Showing posts with label creative. Show all posts
Showing posts with label creative. Show all posts

09 November 2019

My Rules of Mystery


Many writers have drafted up a set of "rules" for how to write and, specifically, how to write mysteries. I thought now would be a nice time to toss in my five cents on the matter. And the following list can equally apply to short stories or novels.


1.   First rule of mystery writing: There MUST be a mystery.

Readers KEEP reading, page after page, because they want to know the answer/solution/explanation of that mystery.

2.   Does a mystery always need a dead body?

No. But the "crime" needs to be significant, e.g., a serious physical assault, the robbery of a valuable jewel, a threat to kill.

An empty chocolate wrapper (and Who ate the candy?) is a children's mystery. A severed head is an adult mystery.

3.   The mystery must be solved at the END of the story.

Ask a question very near the beginning, e.g., Who murdered Roger Ackroyd? Answer this question very near the end.

If you don't answer the question, and the mystery remains a mystery, the reader will throw your book at the wall.

You could answer the question in the middle, but you better have another good question to ask at that point to lead the reader through to the end; and there needs to be a good, justifiable reason for doing this.

4.   There is a difference between mystery and suspense.

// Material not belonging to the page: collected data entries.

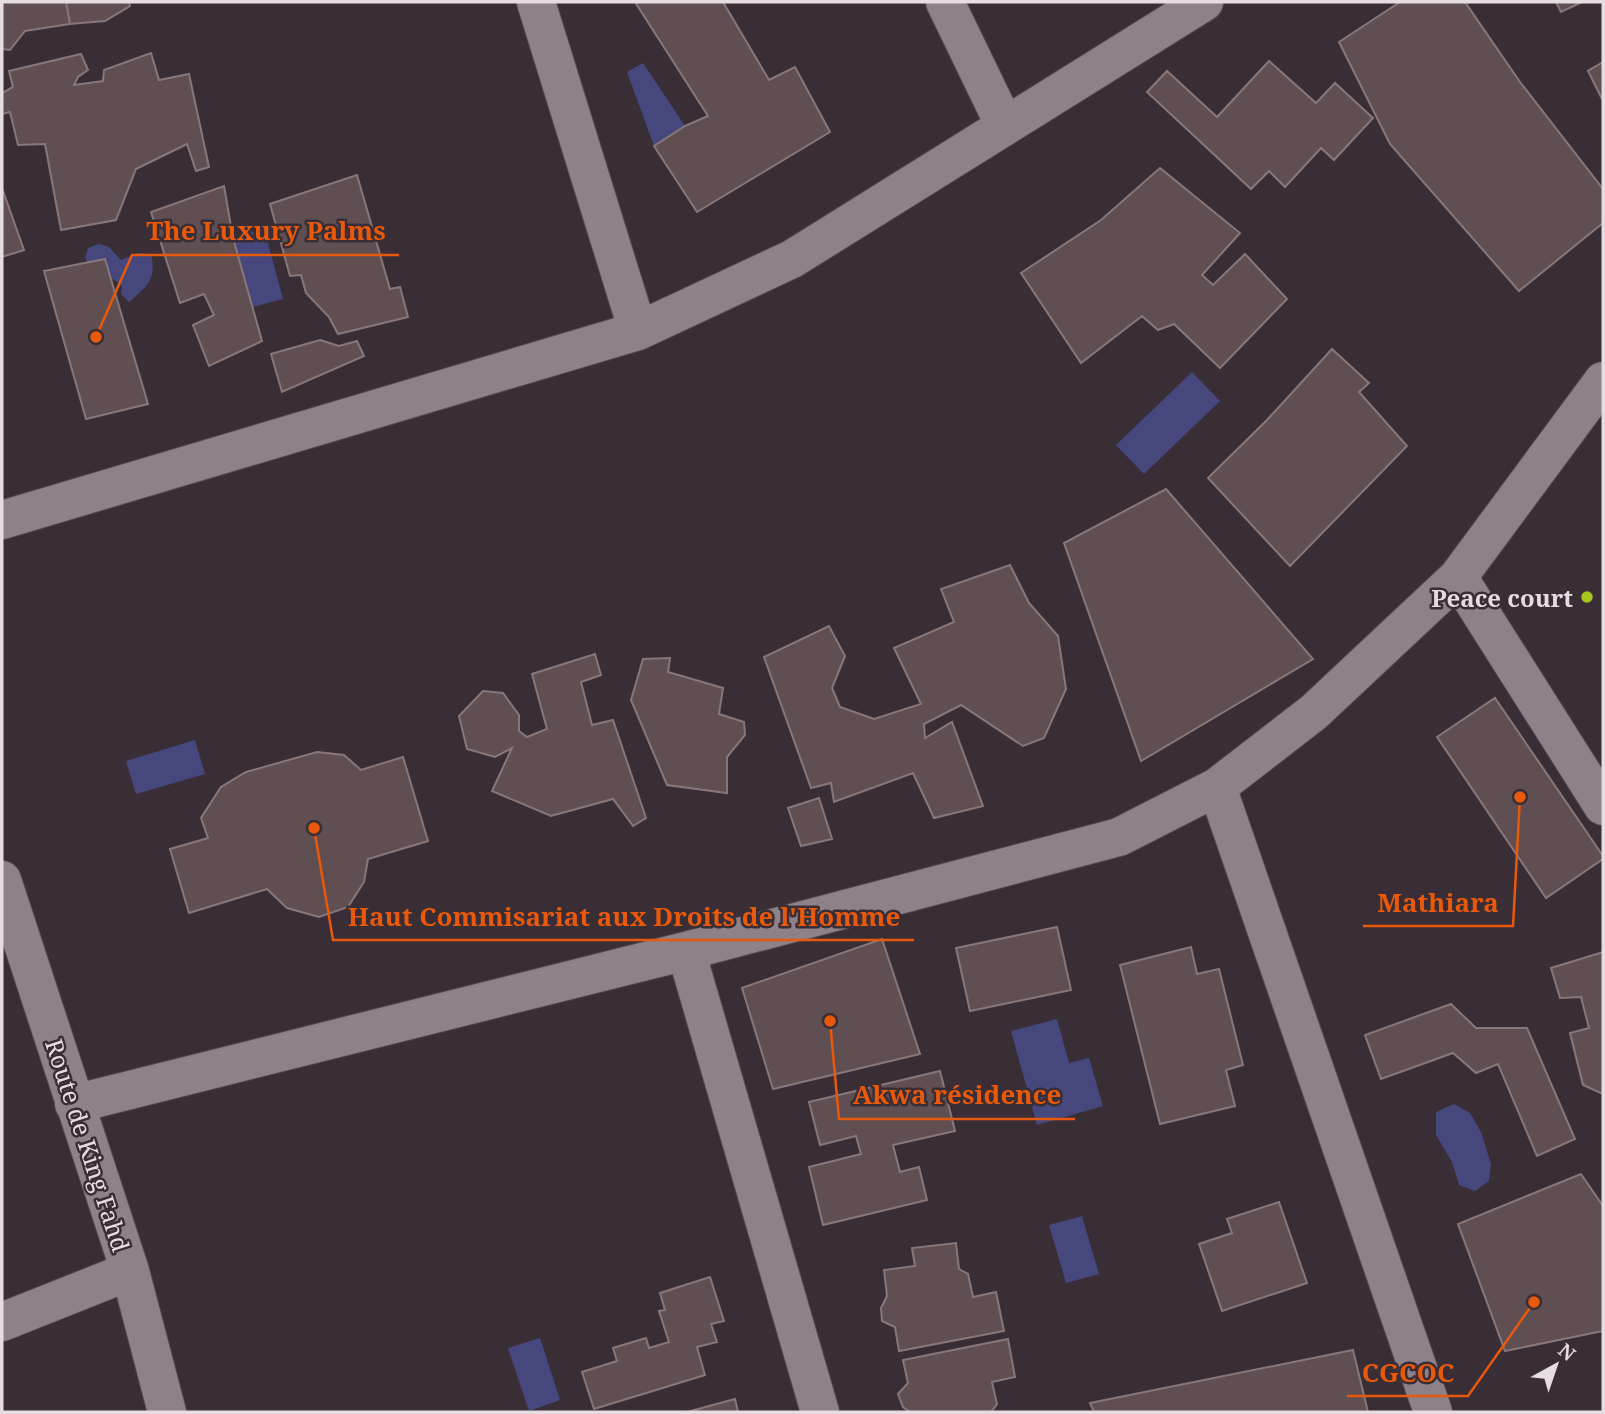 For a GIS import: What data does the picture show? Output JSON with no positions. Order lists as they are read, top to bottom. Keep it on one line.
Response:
{"streets":{"street":["Route de King Fahd"]},"places":["The Luxury Palms","Peace court","Mathiara","Haut Commisariat aux Droits de l'Homme","Akwa résidence","CGCOC"],"north":"top right"} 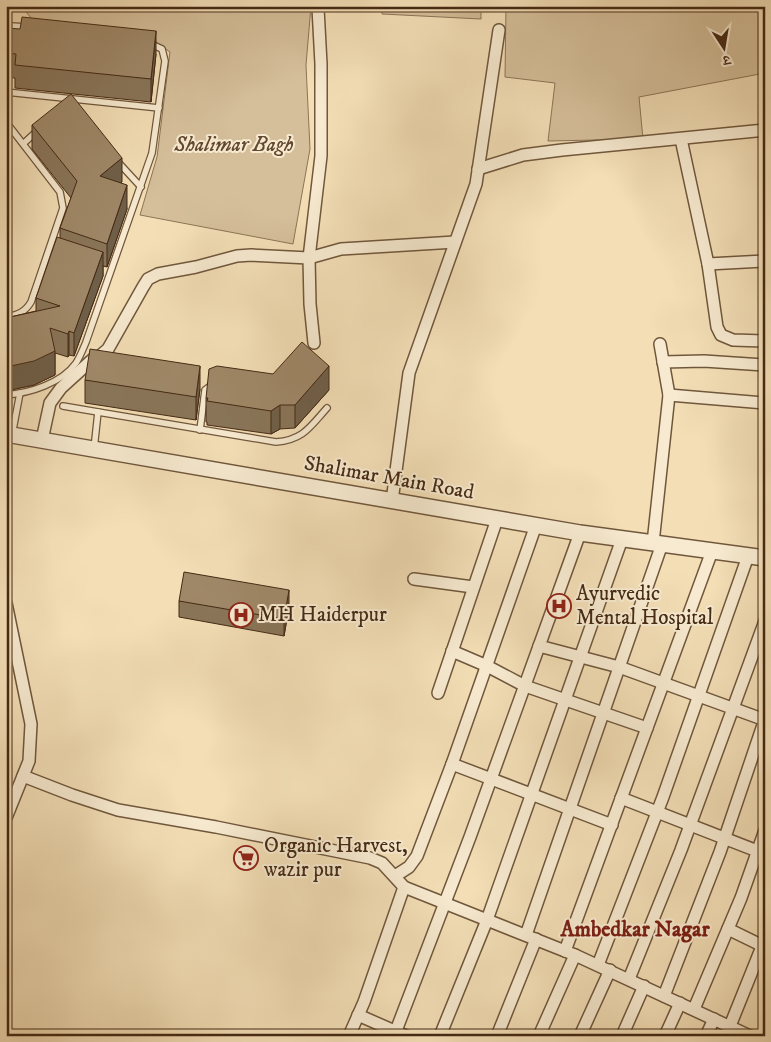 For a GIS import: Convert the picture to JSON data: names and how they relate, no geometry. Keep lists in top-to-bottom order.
{
  "streets": {
    "street": ["Shalimar Main Road"]
  },
  "districts": ["Ambedkar Nagar"],
  "parks": ["Shalimar Bagh"],
  "places": {
    "hospital": ["Ayurvedic Mental Hospital", "MH Haiderpur"],
    "supermarket": ["Organic Harvest, wazir pur"]
  },
  "north": "bottom"
} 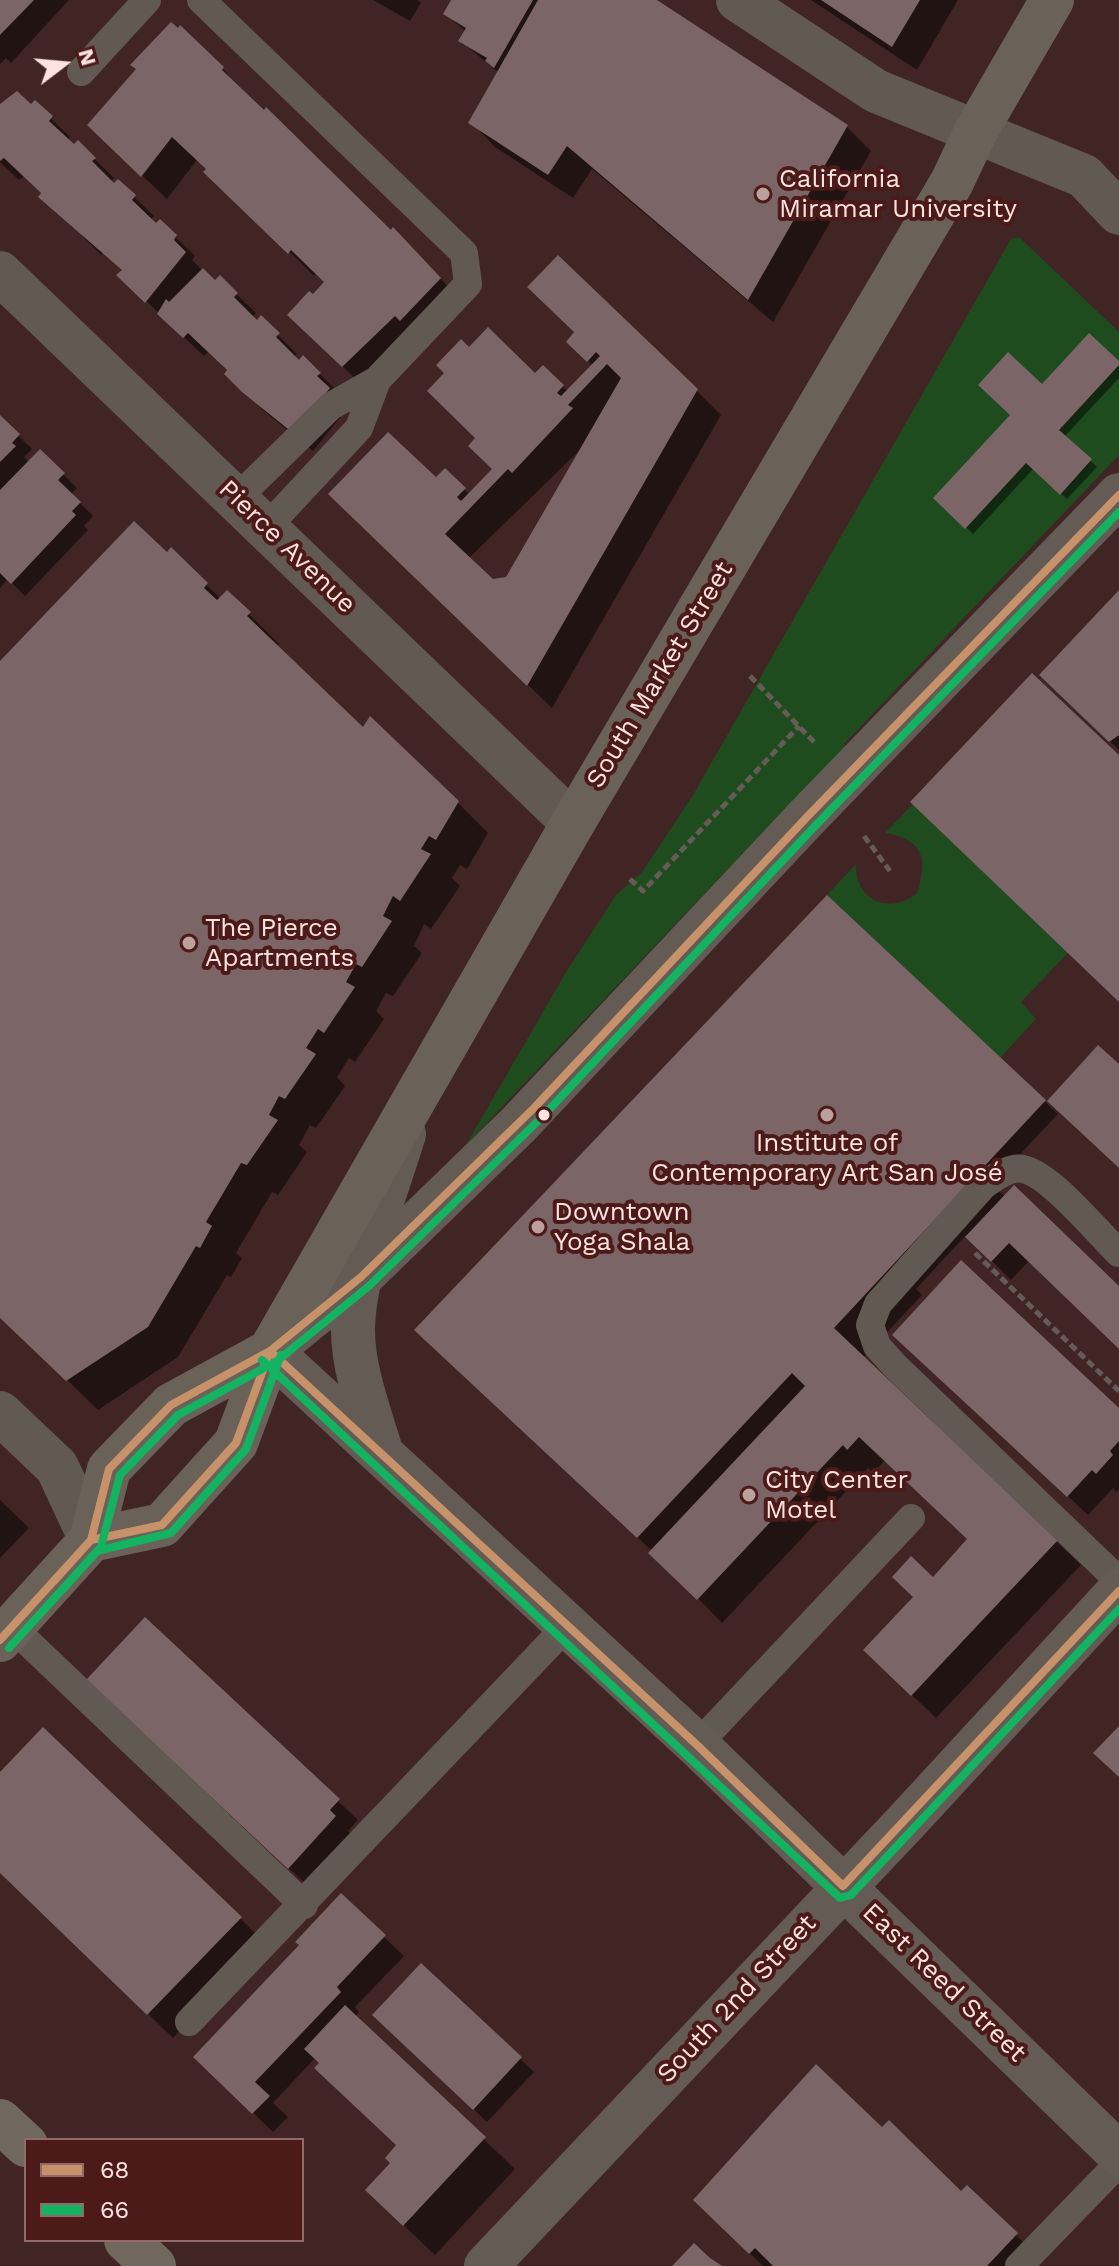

A bomb that brings down an aircraft is a mystery. A passenger on a plane thinking the guy two rows ahead may have a bomb in his overhead luggage is suspense.

5.   Be aware that “Mystery” is a broad church.

There are many sub categories (or genres) to mysteries, e.g., noir, cozy, police procedural, private eye, locked room. And feel free to mix these up.

6.   Genres have rules.

If you’re writing in one of the genres (99% likely), be aware there are conventions and reader expectations for each.

Unless you truly are one of the masters of literature, mess with reader expectations at your peril.

7.   You are unlikely to be one of the masters of literature.


8.   Write what you know. If you don’t know, find out.

Don’t write a story about a private eye, or a kindergarten teacher, if you have no idea at all what is involved in those professions. Don't set a story in Latvia if you don't, at least, know the country's capitol or what language the people speak (Riga, Latvian/Russian). Don't write about Euclidean geometry, if you haven't any idea what that is. Don’t guess; research (libraries, Google, talk to people).

A good writer is a good researcher.

9.   Clichés

Avoid these like the plague.

There are countless websites that list clichés and common and overused tropes.

10.  Conflict is your friend.

Conflict, at its simplest, is the "disagreement" between a person and another (person, external force/creature). It's between protagonist and antagonist; or to put it another way:

Main Character vs. ________________

Every work of fiction (mystery, or other) that’s ever been sold to a publisher has had conflict in it (literary fiction excluded). Conflict invites drama; it is the fuel of a story. If your story has no conflict, there will be little to engage the reader.

A scene where a married couple eats dinner and discuss what color to paint their bathroom is not drama. If one of the diners suspects the other of sleeping around, you have conflict (and they can still be discussing what color to paint the bathroom (see next)).

11.  Subtext is your friend.

Subtext is not written, it is implied. It is the underneath; the feelings and intuition, the unspoken meaning.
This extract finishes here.